Developing Automated Decision Rules Based on Vaccine Cost to Identify Optimal Vaccination Strategies
Author(s)
Ahern S1, Bergin A1, Cardwell K1, Harrington P2, Teljeur C2, Ryan M1
1Health Information and Quality Authority, Dublin, Ireland, 2Health Information and Quality Authority (HIQA), Dublin, Ireland
Presentation Documents
OBJECTIVES: In publicly-funded vaccination programmes, vaccine costs are often confidential and negotiated following a policy decision to offer vaccination. In economic evaluations, vaccine costs must therefore be assumed, creating considerable uncertainty in the results. This study aimed to develop automated decision rules as part of an economic evaluation, enabling the payer to identify the optimal vaccination strategy once vaccine prices are known.
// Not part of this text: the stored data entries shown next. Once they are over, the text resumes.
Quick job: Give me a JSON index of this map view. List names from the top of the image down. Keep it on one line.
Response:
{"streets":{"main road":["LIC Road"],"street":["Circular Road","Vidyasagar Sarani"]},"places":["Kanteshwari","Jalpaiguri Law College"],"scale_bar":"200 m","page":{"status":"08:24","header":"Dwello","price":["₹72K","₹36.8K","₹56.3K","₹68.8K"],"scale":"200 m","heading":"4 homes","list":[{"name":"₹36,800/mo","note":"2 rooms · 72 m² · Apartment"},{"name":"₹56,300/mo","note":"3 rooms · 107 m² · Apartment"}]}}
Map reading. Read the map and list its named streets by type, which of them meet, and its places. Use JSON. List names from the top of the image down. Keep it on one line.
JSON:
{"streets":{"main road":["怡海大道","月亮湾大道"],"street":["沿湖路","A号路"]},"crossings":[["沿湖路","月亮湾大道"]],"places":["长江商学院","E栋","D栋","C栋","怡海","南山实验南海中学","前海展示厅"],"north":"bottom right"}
METHODS: A cost-utility analysis of influenza vaccination for Ireland was used, comparing three vaccination strategies employing a standard, adjuvanted or high-dose inactivated influenza vaccine. Vaccine costs were assigned uniform distributions within plausible ranges and varied simultaneously in probabilistic simulations. Vaccine costs ranged from €5 to €10.99 for standard, €10.99 to €25 for adjuvanted, and €10.99 to €45 for high-dose, with the additional assumption that high-dose was always more costly than adjuvanted. For each simulation, the net monetary benefit (NMB) was determined for each strategy at a willingness-to-pay threshold of €20,000 per QALY. Recursive partitioning was used to derive decision rules for identifying the strategy with the largest NMB based on the vaccine costs.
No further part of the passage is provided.